* **WHAT YOU HAVE TO DO**:
Tally the lines below containing the word "Avenida" and give that total alone.

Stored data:
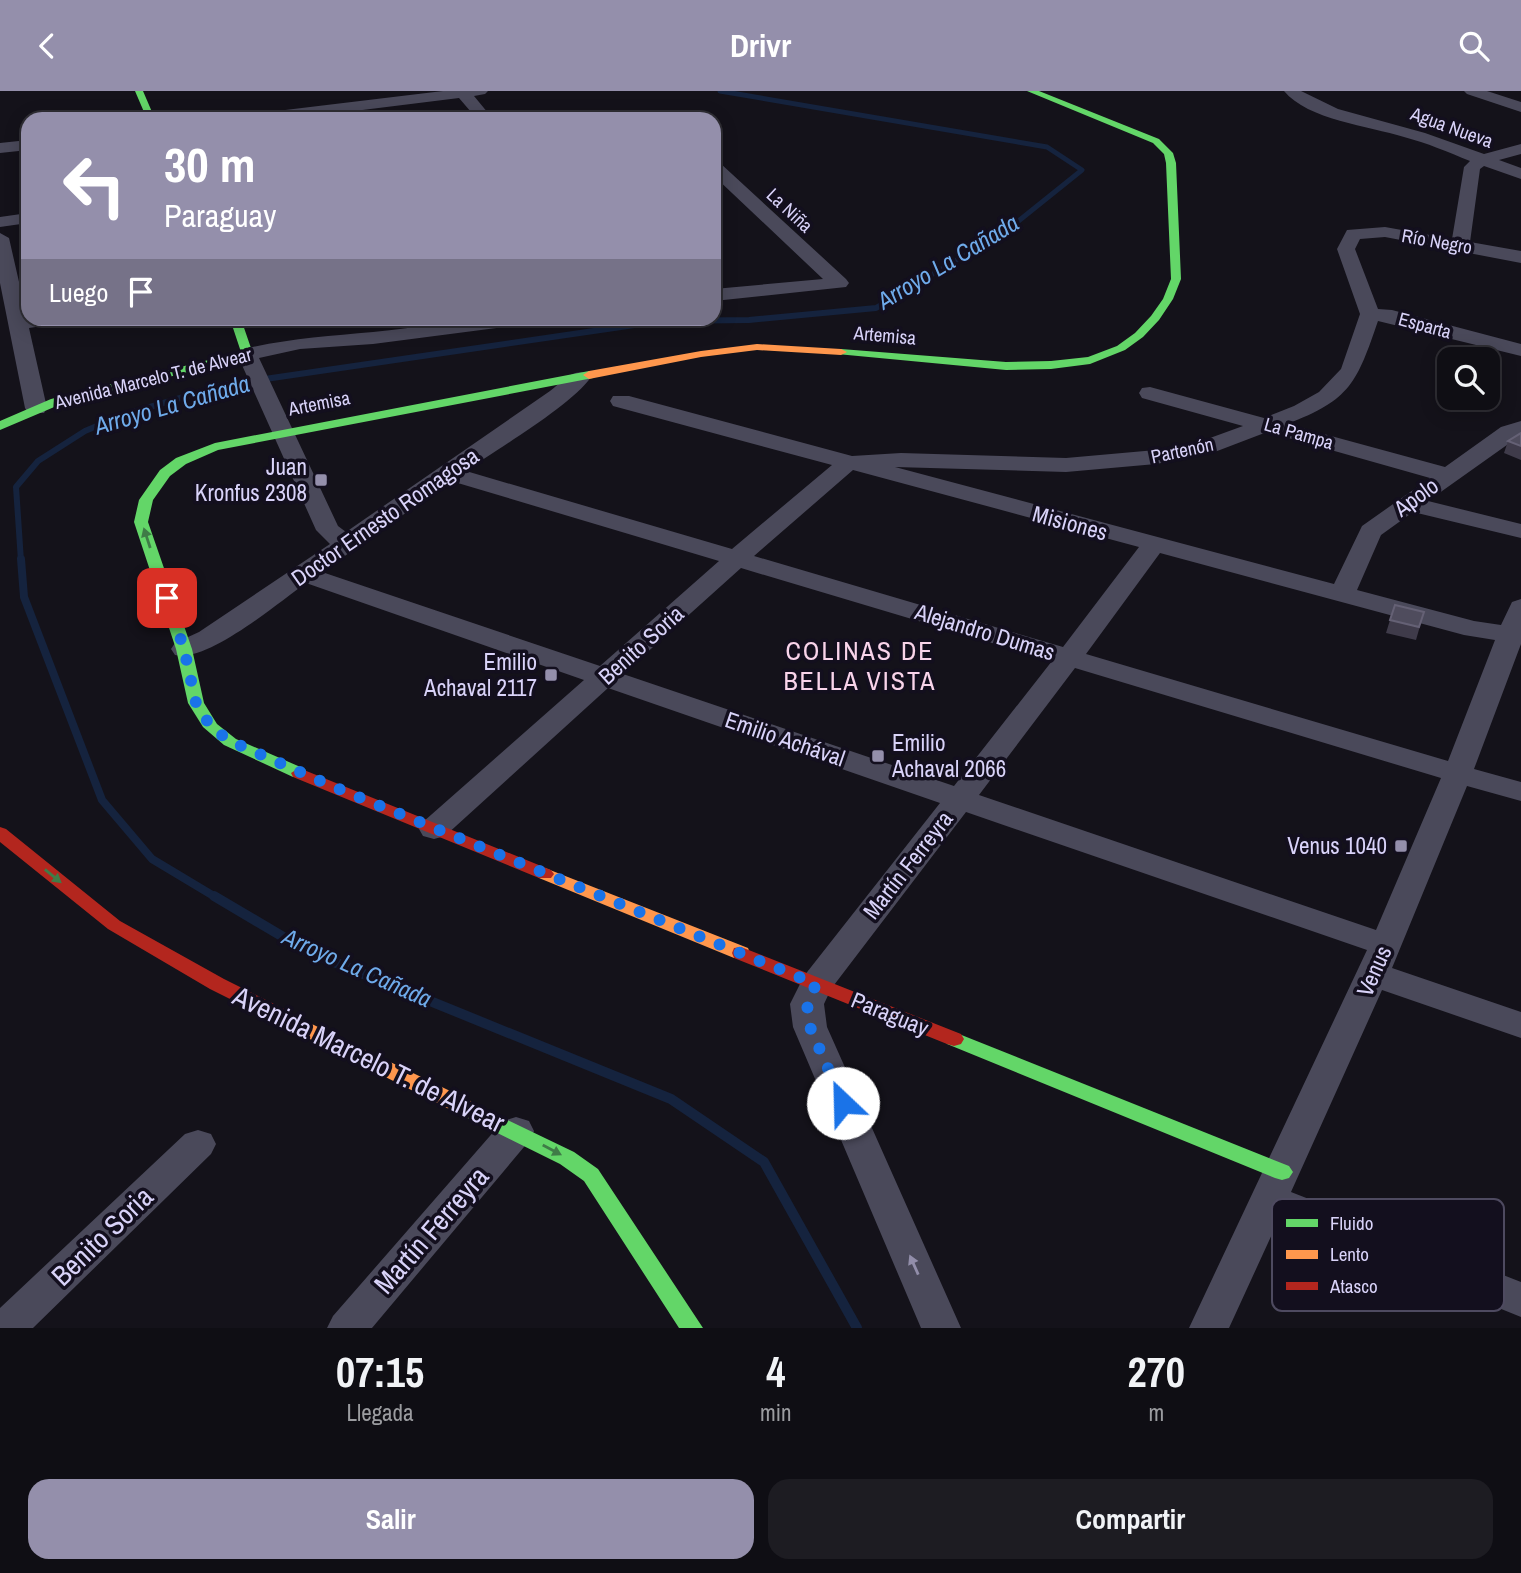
<!DOCTYPE html>
<html lang="es">
<head>
<meta charset="utf-8">
<style>
  body { margin:0; font-family:"Archivo Narrow",sans-serif; background:#1d1c22; color:#f1f3f6; height:100vh; display:flex; flex-direction:column; font-size:26px; white-space:nowrap }
  * { box-sizing:border-box; margin:0 }
  p { font-size:23px; color:#9b9ca0 }
  .icon { flex:none; width:38px; height:38px; fill:none; stroke:currentColor; stroke-width:2; stroke-linecap:round; stroke-linejoin:round }
  .map { position:relative; height:1237px; overflow:hidden }
  .side { display:flex; flex-direction:column; background:#0f0e14; flex:1 }
  .side>* { flex:none }
  .hud { position:absolute; left:21px; top:21px; width:700px; height:214px; border-radius:21px; box-shadow:0 4px 18px #0003,0 0 0 2px #2f2e34; background:#948fab; color:#fff; overflow:hidden }
  .controls { position:absolute; left:1437px; top:256px; display:grid; gap:14px }
  .controls a { display:grid; place-items:center; width:63px; height:63px; border-radius:14px; background:#0f0e14; box-shadow:0 4px 18px #0003,0 0 0 2px #2f2e34; font-size:35px }
  .pin { position:absolute; display:grid; place-items:center; width:60px; height:60px; color:#fff; margin:-30px; border-radius:14px; box-shadow:0 4px 10px #0006 }
  .me { position:absolute; width:77px; margin:-38px; rotate:336deg; stroke-linejoin:round; filter:drop-shadow(0 0 5px #0008) }
  .turn { display:flex; align-items:center; gap:24px; height:147px; padding:0 28px; font-size:32px }
  .turn .icon { width:91px; height:91px; stroke-width:2.5 }
  .turn b { display:block; font-size:49px; line-height:60px }
  .then { display:flex; align-items:center; height:66px; padding:0 28px; background:#0003; gap:14px; font-size:26px }
  .eta { display:flex; justify-content:space-evenly; align-items:center; height:119px; text-align:center }
  .eta b { font-size:42px; font-weight:700; line-height:49px }
  .action { display:flex; gap:14px; margin-top:auto; padding:14px 28px }
  .action a { flex:1; height:80px; border-radius:21px; background:#948fab; color:#fff; font-size:28px; font-weight:700; line-height:80px; text-align:center }
  .action a+a { background:#1d1c22; color:#f1f3f6 }
  header { display:flex; justify-content:space-between; align-items:center; height:91px; padding:0 28px; background:#948fab; color:#fff; font-size:32px; font-weight:700 }
  .map>svg:first-child { display:block }
</style>
</head>
<body>
<header><svg class="icon" aria-label="back" viewBox="0 0 24 24"><path d="M15 5l-7 7 7 7"/></svg>Drivr<svg class="icon" aria-label="search" viewBox="0 0 24 24"><circle cx="10" cy="10" r="6"/><path d="M15 15l6 6"/></svg></header>
<div class="map">
<svg width="1521" height="1237" viewBox="0 0 1521 1237">
  <rect width="100%" height="100%" fill="#14121a"/>
  <g fill="none" stroke-linecap="round" stroke-linejoin="round">
    <path stroke="#15233e" stroke-width="5" d="M 720,0 L 1047,56 L 1082,79 L 1006,140 L 894,206"/>
    <path stroke="#15233e" stroke-width="6" d="M 21,470 L 16,396 L 38,370 L 85,340 L 123,324 L 224,294 L 662,230 L 749,229 L 876,217 L 897,205"/>
    <path stroke="#15233e" stroke-width="8" d="M 21,468 L 24,506 L 102,709 L 152,768 L 217,807"/>
    <path stroke="#15233e" stroke-width="10" d="M 214,805 L 307,860 L 671,1008 L 764,1071 L 857,1237"/>
    <path fill="#4a495a" fill-rule="evenodd" d="M 443,0 L 488,0 L 485,3 L 474,5 L 493,28 L 477,28 L 459,7 L 290,28 L 244,28 L 252,23 Z
      M 1284,0 L 1301,0 L 1338,18 L 1425,42 L 1484,63 L 1521,53 L 1521,63 L 1499,69 L 1521,77 L 1521,88 L 1484,75 L 1480,78 L 1470,151 L 1521,160 L 1521,172 L 1385,146 L 1360,148 L 1355,158 L 1378,218 L 1392,219 L 1521,253 L 1521,265 L 1378,230 C 1357,291 1351,309 1287,333 L 1445,376 L 1501,336 L 1521,330 L 1521,344 L 1428,410 L 1521,433 L 1521,447 L 1413,421 L 1381,444 L 1357,499 L 1474,530 L 1501,534 L 1512,511 L 1521,508 L 1521,553 L 1474,678 L 1521,691 L 1521,710 L 1467,695 L 1392,877 L 1521,921 L 1521,947 L 1382,899 L 1291,1101 L 1521,1191 L 1521,1226 L 1279,1128 L 1229,1237 L 1189,1237 L 1367,859 L 966,721 L 831,898 L 824,913 L 827,936 L 961,1237 L 921,1237 L 793,936 L 790,913 L 804,885 L 940,712 L 608,597 L 445,745 L 434,748 L 423,745 L 419,738 L 423,731 L 584,589 L 306,492 C 278,512 207,572 175,564 L 171,558 L 175,552 L 199,541 L 330,453 L 316,439 L 237,263 L 240,259 C 284,248 328,245 373,241 C 425,236 477,223 529,228 L 526,232 L 519,234 L 373,253 L 300,258 L 259,267 L 338,435 L 346,441 L 550,300 C 562,291 571,278 587,282 L 591,286 C 571,315 497,358 466,380 L 732,458 L 832,374 L 613,315 L 610,310 L 613,305 L 629,305 L 852,365 L 901,362 L 1066,367 L 1156,359 L 1199,351 L 1243,335 L 1142,307 L 1139,302 L 1142,297 L 1150,296 L 1264,327 L 1294,315 L 1319,301 L 1341,278 L 1360,223 L 1337,158 L 1347,139 L 1385,136 L 1452,148 L 1464,76 L 1470,70 C 1448,61 1427,52 1404,46 C 1369,35 1308,29 1284,0 ZM 1267,341 L 1430,387 L 1362,435 L 1334,493 L 895,376 L 1066,381 L 1156,373 L 1212,362 ZM 853,379 L 1139,456 L 1063,556 L 754,465 ZM 451,390 L 719,470 L 600,575 L 322,481 ZM 1160,462 L 1464,544 L 1495,549 L 1448,670 L 1086,563 ZM 741,477 L 1052,570 L 954,695 L 623,583 ZM 1075,577 L 1441,687 L 1376,839 L 979,704 Z
      M 1464,0 L 1487,0 L 1521,11 L 1521,21 L 1467,3 Z
      M 657,21 L 668,28 L 651,28 L 651,23 Z
      M 28,49 L 28,59 L 0,62 L 0,52 Z
      M 714,71 L 720,72 L 846,188 L 849,192 L 846,196 L 714,210 L 714,198 L 823,188 L 714,85 Z
      M 28,122 L 28,132 L 0,136 L 0,126 Z
      M 0,142 L 9,147 L 27,226 L 65,228 L 62,232 L 29,237 L 47,317 L 44,322 L 28,322 L 25,317 L 0,192 Z
      M 516,1026 L 529,1030 L 534,1040 L 529,1050 L 372,1237 L 327,1237 L 333,1225 L 503,1030 Z
      M 198,1039 L 211,1043 L 216,1053 L 211,1063 L 33,1237 L 0,1237 L 0,1217 L 185,1043 Z"/>
    <path fill="#63d668" fill-rule="evenodd" d="M 135,0 L 143,0 L 155,28 L 147,28 Z
      M 1027,0 L 1039,0 L 1159,48 L 1173,62 L 1176,72 L 1181,188 L 1173,208 L 1159,229 L 1143,246 L 1125,259 L 1090,273 L 1051,278 L 1006,279 L 837,263 L 835,261 L 841,258 L 1006,271 L 1051,270 L 1088,266 L 1117,255 L 1135,242 L 1151,225 L 1163,208 L 1171,188 L 1166,72 L 1164,63 L 1153,52 Z
      M 230,228 L 241,228 L 253,263 L 251,265 L 59,314 L 0,339 L 0,330 L 51,308 L 241,261 Z
      M 589,280 L 595,284 L 593,287 L 218,359 L 186,373 L 170,385 L 153,409 L 148,431 L 192,558 L 204,612 L 217,633 L 236,648 L 305,678 L 307,682 L 305,686 L 293,686 L 224,654 L 203,636 L 188,612 L 176,558 L 134,431 L 139,409 L 160,379 L 176,367 L 215,352 Z
      M 954,941 L 1289,1075 L 1293,1081 L 1289,1087 L 1282,1089 L 1275,1087 L 947,953 L 944,948 L 947,943 Z
      M 472,1012 L 574,1061 L 598,1078 L 703,1237 L 679,1237 L 584,1090 L 560,1073 L 465,1026 L 462,1020 L 465,1014 Z"/>
    <path fill="#ff974d" fill-rule="evenodd" d="M 757,253 L 841,258 L 847,261 L 841,264 L 757,259 L 701,266 L 589,288 L 583,284 L 589,280 L 701,260 Z
      M 545,777 L 748,857 L 750,862 L 748,867 L 734,867 L 539,787 L 536,783 L 539,779 Z
      M 283,919 L 479,1014 L 482,1020 L 479,1026 L 472,1028 L 465,1026 L 276,931 L 273,926 L 276,921 Z"/>
    <path fill="#b3261e" fill-rule="evenodd" d="M 299,677 L 551,779 L 554,783 L 551,787 L 539,787 L 293,686 L 291,682 Z
      M 0,736 L 6,738 L 120,830 L 224,888 L 290,921 L 293,926 L 290,931 L 283,933 L 276,931 L 210,898 L 108,838 L 0,751 Z
      M 741,856 L 961,943 L 964,948 L 961,953 L 954,955 L 947,953 L 734,867 L 732,862 L 734,857 Z"/>
  </g>
  <path fill="#3f3b4a" d="M 1521,342 L 1521,369 L 1504,362 L 1508,350 Z
    M 1390,529 L 1420,535 L 1416,549 L 1386,542 Z"/>
  <path fill="#4f4c5d" stroke="#656175" stroke-width="2" d="M 1521,342 L 1521,355 L 1508,350 Z
    M 1395,514 L 1424,521 L 1419,536 L 1390,529 Z"/>
  <defs><path id="oneway-solid" d="M-6-.8H1V-3.2L6.5 0L1 3.2V.8H-6Z" transform="scale(1.75)"/></defs>
  <g fill="#3f7c47">
    <use href="#oneway-solid" transform="translate(147 447) rotate(-108)"/>
    <use href="#oneway-solid" transform="translate(53 785) rotate(39)"/>
    <use href="#oneway-solid" transform="translate(552 1059) rotate(28)"/>
  </g>
  <use fill="#928eaa" href="#oneway-solid" transform="translate(914 1174) rotate(-114)"/>
  <g fill="none" stroke-linecap="round" stroke-linejoin="round">
    <path stroke="#1a73e8" stroke-width="12" stroke-dasharray="0 21.6" d="M 167,507 L 184,558 L 196,612 L 211,636 L 230,650 L 334,696 L 816,893 L 807,913 L 810,936 L 843,1012"/>
  </g>
  <g fill="#948fab" stroke="#130f1e" stroke-width="2.5">
    <rect x="314" y="382" width="14" height="14" rx="3.5"/>
    <rect x="544" y="577" width="14" height="14" rx="3.5"/>
    <rect x="871" y="658" width="14" height="14" rx="3.5"/>
    <rect x="1394" y="748" width="14" height="14" rx="3.5"/>
  </g>
  <g text-anchor="middle" stroke-width="7" stroke-linejoin="round" paint-order="stroke">
    <g font-size="19" fill="#d9d3f9" stroke="#130f1e">
      <text transform="translate(1452 36) rotate(20)" y="7">Agua Nueva</text>
      <text transform="translate(790 119) rotate(43)" y="7">La Niña</text>
      <text transform="translate(1437 150) rotate(10)" y="7">Río Negro</text>
      <text transform="translate(1425 234) rotate(15)" y="7">Esparta</text>
      <text transform="translate(885 244) rotate(5)" y="7">Artemisa</text>
      <text transform="translate(153 287) rotate(-14)" y="7">Avenida Marcelo T. de Alvear</text>
      <text transform="translate(319 312) rotate(-11)" y="7">Artemisa</text>
      <text transform="translate(1299 342) rotate(16)" y="7">La Pampa</text>
      <text transform="translate(1182 359) rotate(-12)" y="7">Partenón</text>
    </g>
    <g font-size="23" fill="#d9d3f9" stroke="#130f1e" text-anchor="end">
      <text x="307" y="384">Juan<tspan x="307" dy="26">Kronfus 2308</tspan></text>
      <text x="537" y="579">Emilio<tspan x="537" dy="26">Achaval 2117</tspan></text>
      <text x="892" y="660" text-anchor="start">Emilio<tspan x="892" dy="26">Achaval 2066</tspan></text>
      <text x="1387" y="763">Venus 1040</text>
    </g>
    <g font-size="23" fill="#d9d3f9" stroke="#130f1e">
      <text transform="translate(1416 406) rotate(-36)" y="8">Apolo</text>
      <text transform="translate(385 426) rotate(-35)" y="8">Doctor Ernesto Romagosa</text>
      <text transform="translate(1070 432) rotate(15)" y="8">Misiones</text>
      <text transform="translate(985 541) rotate(17)" y="8">Alejandro Dumas</text>
      <text transform="translate(641 554) rotate(-42)" y="8">Benito Soria</text>
      <text transform="translate(785 648) rotate(19)" y="8">Emilio Achával</text>
      <text transform="translate(908 774) rotate(-52)" y="8">Martín Ferreyra</text>
      <text transform="translate(1374 880) rotate(-66)" y="8">Venus</text>
      <text transform="translate(890 923) rotate(22)" y="8">Paraguay</text>
    </g>
    <g font-size="24" font-style="italic" fill="#6fabeb" stroke="#130f1e">
      <text transform="translate(948 171) rotate(-31)" y="8">Arroyo La Cañada</text>
      <text transform="translate(172 314) rotate(-16)" y="8">Arroyo La Cañada</text>
      <text transform="translate(357 877) rotate(24)" y="8">Arroyo La Cañada</text>
    </g>
    <g font-size="26" letter-spacing="2" fill="#f9d4ea" stroke="#130f1e">
      <text x="860" y="569">COLINAS DE<tspan x="860" dy="30">BELLA VISTA</tspan></text>
    </g>
    <g font-size="28" fill="#d9d3f9" stroke="#130f1e">
      <text transform="translate(369 968) rotate(26)" y="10">Avenida Marcelo T. de Alvear</text>
      <text transform="translate(431 1139) rotate(-49)" y="10">Martín Ferreyra</text>
      <text transform="translate(102 1145) rotate(-44)" y="10">Benito Soria</text>
    </g>
  </g>
  <rect x="1272" y="1108" width="232" height="112" rx="10" fill="#130f1e" stroke="#4e4a60" stroke-width="2"/>
  <rect x="1286" y="1128" width="32" height="8" fill="#63d668"/>
  <rect x="1286" y="1159" width="32" height="9" fill="#ff974d"/>
  <rect x="1286" y="1191" width="32" height="8" fill="#b3261e"/>
  <g font-size="19" fill="#d9d3f9">
    <text x="1330" y="1139">Fluido</text>
    <text x="1330" y="1170">Lento</text>
    <text x="1330" y="1202">Atasco</text>
  </g>
</svg>
<div class="controls">
<a><svg class="icon" aria-label="search" viewBox="0 0 24 24"><circle cx="10" cy="10" r="6"/><path d="M15 15l6 6"/></svg></a>
</div>
<div class="pin" style="left:167px;top:507px;background:#d93025"><svg class="icon" aria-label="arrive" viewBox="0 0 24 24"><path d="M6 21V4h12l-3 4 3 4H6"/></svg></div>
<svg class="me" style="left:843px;top:1012px" viewBox="-20 -20 40 40"><circle r="19" fill="#fff"/><path d="M0-13L10 11 0 6-10 11z" fill="#1a73e8"/></svg>
<div class="hud">
<div class="turn"><svg class="icon" aria-label="left" viewBox="0 0 24 24"><path d="M17 20v-9H6M10 6l-5 5 5 5"/></svg><div><b>30 m</b>Paraguay</div></div>
<div class="then">Luego<svg class="icon" aria-label="arrive" viewBox="0 0 24 24"><path d="M6 21V4h12l-3 4 3 4H6"/></svg></div>
</div>
</div>
<section class="side">
<div class="eta">
<div><b>07:15</b><p>Llegada</p></div>
<div><b>4</b><p>min</p></div>
<div><b>270</b><p>m</p></div>
</div>
<div class="action"><a>Salir</a><a>Compartir</a></div>
</section>
</body>
</html>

* **REPLY**:
2